INFORMATION PROVIDED:
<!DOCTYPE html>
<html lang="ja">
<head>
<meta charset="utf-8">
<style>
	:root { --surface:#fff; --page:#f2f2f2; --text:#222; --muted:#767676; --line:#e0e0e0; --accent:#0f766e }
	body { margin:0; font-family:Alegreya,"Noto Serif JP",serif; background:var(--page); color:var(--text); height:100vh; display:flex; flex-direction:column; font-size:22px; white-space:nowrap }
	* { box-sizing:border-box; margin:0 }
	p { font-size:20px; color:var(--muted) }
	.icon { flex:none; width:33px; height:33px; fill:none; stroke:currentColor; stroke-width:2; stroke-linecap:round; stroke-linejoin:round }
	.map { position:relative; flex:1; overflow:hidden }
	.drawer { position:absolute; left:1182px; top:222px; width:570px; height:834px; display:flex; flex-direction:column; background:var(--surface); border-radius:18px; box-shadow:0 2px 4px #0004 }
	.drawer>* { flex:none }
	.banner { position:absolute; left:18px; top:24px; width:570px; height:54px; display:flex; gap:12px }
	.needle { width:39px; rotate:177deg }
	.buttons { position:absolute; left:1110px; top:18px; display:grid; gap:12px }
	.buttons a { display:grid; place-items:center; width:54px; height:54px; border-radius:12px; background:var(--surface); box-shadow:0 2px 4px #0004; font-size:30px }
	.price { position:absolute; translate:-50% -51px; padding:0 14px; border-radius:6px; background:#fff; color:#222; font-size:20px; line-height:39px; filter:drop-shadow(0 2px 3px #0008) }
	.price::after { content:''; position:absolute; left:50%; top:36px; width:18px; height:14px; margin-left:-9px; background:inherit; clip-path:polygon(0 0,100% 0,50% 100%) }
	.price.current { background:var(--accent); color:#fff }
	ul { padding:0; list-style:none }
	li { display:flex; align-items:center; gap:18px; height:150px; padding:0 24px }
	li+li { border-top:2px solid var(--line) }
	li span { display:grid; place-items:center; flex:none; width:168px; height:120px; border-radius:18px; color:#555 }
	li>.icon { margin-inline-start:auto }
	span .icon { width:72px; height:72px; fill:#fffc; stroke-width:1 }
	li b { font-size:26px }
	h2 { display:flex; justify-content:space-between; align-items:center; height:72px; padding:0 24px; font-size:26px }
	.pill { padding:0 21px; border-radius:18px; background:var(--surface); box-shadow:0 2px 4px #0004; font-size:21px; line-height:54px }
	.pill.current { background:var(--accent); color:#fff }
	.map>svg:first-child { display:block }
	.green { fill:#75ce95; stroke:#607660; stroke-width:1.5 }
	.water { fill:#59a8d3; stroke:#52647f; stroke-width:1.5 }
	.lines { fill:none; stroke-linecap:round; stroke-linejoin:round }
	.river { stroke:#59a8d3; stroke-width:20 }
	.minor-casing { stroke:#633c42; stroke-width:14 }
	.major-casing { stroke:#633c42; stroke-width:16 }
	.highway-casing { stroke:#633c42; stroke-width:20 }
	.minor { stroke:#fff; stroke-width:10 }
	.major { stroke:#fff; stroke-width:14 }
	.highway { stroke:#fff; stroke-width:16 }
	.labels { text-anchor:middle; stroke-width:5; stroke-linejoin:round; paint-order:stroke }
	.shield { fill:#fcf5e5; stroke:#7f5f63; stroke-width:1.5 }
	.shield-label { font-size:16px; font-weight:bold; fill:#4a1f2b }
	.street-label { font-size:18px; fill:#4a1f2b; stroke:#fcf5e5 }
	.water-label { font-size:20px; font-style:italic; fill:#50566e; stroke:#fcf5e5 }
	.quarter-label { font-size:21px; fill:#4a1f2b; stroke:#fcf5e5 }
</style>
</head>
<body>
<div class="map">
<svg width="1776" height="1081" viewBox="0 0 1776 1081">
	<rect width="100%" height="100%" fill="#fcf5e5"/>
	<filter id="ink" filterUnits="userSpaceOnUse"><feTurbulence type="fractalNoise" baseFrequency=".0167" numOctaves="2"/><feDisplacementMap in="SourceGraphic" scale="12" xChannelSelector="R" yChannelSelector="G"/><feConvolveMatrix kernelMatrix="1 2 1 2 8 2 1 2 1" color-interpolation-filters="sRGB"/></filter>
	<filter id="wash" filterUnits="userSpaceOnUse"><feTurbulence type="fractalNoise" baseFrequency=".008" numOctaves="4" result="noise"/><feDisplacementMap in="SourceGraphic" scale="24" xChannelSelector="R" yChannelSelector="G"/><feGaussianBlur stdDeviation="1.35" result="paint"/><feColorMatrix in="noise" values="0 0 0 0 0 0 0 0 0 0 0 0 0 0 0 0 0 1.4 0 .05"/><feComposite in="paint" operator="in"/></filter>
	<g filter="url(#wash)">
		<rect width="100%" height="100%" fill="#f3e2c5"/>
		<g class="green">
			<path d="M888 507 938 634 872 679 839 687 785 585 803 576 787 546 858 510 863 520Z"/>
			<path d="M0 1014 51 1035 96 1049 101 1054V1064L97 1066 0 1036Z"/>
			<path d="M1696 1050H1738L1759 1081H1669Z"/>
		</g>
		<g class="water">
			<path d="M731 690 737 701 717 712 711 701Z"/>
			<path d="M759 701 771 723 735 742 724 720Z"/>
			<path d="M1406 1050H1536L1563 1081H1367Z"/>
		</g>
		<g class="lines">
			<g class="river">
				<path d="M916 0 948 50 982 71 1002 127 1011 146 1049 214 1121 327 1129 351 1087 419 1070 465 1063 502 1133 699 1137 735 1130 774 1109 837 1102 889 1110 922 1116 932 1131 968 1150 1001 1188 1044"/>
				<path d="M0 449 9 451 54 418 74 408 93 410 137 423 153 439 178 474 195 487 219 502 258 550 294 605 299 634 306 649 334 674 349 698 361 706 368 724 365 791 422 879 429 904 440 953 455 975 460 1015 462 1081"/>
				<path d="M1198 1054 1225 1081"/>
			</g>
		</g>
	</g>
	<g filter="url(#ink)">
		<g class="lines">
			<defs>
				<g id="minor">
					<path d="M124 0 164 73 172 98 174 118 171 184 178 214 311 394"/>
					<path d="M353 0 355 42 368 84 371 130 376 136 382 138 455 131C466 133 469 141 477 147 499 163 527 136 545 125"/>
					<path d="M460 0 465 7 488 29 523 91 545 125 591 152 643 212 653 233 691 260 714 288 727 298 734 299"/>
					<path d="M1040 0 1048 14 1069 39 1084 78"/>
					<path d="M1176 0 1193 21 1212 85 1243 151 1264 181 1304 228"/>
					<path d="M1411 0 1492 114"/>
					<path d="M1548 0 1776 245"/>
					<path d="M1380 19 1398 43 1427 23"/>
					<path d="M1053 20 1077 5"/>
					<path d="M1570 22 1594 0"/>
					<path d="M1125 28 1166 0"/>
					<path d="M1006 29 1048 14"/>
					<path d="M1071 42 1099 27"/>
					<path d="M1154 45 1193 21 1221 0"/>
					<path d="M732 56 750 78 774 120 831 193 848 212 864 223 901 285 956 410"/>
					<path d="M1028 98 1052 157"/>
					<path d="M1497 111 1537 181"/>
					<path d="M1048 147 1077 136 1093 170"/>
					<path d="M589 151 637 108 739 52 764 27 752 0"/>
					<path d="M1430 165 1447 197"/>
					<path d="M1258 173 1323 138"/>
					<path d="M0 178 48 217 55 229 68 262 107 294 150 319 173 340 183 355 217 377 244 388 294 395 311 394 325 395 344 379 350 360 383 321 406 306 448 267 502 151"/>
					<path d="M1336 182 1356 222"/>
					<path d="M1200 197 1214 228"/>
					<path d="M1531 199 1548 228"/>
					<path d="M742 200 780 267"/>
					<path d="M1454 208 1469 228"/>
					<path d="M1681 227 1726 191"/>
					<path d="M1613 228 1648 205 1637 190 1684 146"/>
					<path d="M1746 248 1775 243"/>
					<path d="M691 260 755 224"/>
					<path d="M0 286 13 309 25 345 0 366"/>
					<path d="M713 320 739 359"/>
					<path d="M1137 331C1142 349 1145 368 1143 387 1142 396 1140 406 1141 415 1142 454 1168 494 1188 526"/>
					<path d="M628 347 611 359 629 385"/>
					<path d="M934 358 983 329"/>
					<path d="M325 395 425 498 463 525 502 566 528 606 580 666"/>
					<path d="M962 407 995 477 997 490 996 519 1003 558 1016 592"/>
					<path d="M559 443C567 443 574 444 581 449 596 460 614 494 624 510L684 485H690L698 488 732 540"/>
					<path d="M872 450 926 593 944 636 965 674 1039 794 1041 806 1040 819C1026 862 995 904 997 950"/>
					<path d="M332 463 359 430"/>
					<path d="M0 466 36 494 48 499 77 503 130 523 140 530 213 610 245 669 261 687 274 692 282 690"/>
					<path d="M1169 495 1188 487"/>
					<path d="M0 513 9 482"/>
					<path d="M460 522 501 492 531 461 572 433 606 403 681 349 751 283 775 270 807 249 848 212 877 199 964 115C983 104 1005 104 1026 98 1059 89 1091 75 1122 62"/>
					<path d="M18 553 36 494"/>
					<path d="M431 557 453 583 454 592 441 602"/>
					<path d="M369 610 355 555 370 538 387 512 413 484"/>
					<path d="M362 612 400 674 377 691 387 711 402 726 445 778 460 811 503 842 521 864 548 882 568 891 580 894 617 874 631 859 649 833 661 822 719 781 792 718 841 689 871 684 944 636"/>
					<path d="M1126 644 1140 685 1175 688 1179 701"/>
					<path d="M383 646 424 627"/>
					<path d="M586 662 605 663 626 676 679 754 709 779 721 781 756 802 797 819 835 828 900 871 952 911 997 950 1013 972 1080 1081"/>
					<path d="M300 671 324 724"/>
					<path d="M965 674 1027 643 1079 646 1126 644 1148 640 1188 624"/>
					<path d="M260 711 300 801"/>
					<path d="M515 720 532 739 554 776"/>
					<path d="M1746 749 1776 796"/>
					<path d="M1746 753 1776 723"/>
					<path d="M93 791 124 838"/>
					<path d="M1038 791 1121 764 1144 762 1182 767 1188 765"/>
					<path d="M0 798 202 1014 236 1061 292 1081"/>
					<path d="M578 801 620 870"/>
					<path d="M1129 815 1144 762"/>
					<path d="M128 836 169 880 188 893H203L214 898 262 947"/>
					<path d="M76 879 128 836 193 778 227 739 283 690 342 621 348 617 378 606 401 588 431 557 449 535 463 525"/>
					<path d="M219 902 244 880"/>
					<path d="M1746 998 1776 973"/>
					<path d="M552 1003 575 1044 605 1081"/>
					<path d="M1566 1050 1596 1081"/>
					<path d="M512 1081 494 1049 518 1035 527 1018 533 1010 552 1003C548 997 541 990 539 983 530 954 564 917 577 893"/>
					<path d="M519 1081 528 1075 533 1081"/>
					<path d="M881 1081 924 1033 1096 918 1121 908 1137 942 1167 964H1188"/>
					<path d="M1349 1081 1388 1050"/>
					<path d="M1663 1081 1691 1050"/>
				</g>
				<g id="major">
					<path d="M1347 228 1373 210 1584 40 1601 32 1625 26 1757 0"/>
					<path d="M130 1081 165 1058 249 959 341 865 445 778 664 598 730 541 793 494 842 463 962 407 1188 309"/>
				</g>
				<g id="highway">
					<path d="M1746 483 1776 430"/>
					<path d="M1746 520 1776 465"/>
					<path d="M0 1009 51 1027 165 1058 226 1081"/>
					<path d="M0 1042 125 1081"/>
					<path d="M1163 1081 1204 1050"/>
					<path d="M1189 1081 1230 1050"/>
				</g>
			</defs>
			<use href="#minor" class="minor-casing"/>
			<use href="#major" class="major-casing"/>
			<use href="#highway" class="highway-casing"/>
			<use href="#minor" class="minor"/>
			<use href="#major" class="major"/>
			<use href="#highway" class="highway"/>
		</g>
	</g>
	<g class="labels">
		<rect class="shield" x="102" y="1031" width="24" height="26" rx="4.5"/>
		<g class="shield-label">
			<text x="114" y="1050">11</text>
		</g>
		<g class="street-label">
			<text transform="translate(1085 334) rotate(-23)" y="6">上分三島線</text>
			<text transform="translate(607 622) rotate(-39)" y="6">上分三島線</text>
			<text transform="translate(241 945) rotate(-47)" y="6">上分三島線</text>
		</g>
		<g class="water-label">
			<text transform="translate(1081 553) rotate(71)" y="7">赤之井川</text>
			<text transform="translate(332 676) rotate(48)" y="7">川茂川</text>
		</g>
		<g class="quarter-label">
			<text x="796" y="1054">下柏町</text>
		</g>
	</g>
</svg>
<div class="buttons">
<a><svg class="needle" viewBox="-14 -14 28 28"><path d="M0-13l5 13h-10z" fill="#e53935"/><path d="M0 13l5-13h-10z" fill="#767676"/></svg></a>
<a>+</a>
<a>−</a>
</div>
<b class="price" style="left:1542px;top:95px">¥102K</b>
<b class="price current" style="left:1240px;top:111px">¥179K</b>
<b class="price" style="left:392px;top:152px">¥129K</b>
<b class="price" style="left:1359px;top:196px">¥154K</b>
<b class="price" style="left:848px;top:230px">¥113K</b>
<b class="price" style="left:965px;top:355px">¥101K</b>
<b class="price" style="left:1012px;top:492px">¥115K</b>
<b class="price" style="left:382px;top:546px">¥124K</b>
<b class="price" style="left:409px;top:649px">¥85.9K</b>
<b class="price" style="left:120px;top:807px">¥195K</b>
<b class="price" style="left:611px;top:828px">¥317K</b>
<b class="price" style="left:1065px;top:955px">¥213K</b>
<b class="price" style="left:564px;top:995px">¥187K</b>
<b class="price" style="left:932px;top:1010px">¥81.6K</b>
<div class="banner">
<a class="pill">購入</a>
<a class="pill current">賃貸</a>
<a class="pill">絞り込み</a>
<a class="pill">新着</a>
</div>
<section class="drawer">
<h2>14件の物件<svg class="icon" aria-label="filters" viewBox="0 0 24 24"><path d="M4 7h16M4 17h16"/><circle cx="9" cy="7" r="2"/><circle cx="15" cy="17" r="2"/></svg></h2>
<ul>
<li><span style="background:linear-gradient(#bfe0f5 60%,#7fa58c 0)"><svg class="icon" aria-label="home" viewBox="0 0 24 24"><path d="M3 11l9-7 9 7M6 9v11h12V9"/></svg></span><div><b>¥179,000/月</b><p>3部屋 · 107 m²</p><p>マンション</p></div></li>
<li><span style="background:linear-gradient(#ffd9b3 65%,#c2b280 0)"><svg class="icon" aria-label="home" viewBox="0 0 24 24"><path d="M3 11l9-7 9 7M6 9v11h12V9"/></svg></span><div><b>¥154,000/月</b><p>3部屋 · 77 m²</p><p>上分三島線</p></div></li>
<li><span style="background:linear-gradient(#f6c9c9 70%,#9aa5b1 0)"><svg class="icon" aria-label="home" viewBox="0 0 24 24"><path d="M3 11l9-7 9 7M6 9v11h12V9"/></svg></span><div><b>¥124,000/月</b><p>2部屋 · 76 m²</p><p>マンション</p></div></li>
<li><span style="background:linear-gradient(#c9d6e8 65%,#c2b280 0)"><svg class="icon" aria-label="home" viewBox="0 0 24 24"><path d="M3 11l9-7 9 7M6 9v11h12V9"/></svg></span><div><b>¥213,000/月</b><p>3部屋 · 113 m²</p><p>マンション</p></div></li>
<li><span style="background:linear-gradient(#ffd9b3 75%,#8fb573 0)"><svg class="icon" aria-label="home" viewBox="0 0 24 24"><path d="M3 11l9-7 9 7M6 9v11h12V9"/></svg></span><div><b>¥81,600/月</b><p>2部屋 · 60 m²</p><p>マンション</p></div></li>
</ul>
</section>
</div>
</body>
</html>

YOUR OBJECTIVE: Only the lines from the beginning of the listing through the line containing "--surface:#fff; --page:#f2f2f2; --text:#222;" are wanted, each restated word for word.

RESPONSE:
<!DOCTYPE html>
<html lang="ja">
<head>
<meta charset="utf-8">
<style>
	:root { --surface:#fff; --page:#f2f2f2; --text:#222; --muted:#767676; --line:#e0e0e0; --accent:#0f766e }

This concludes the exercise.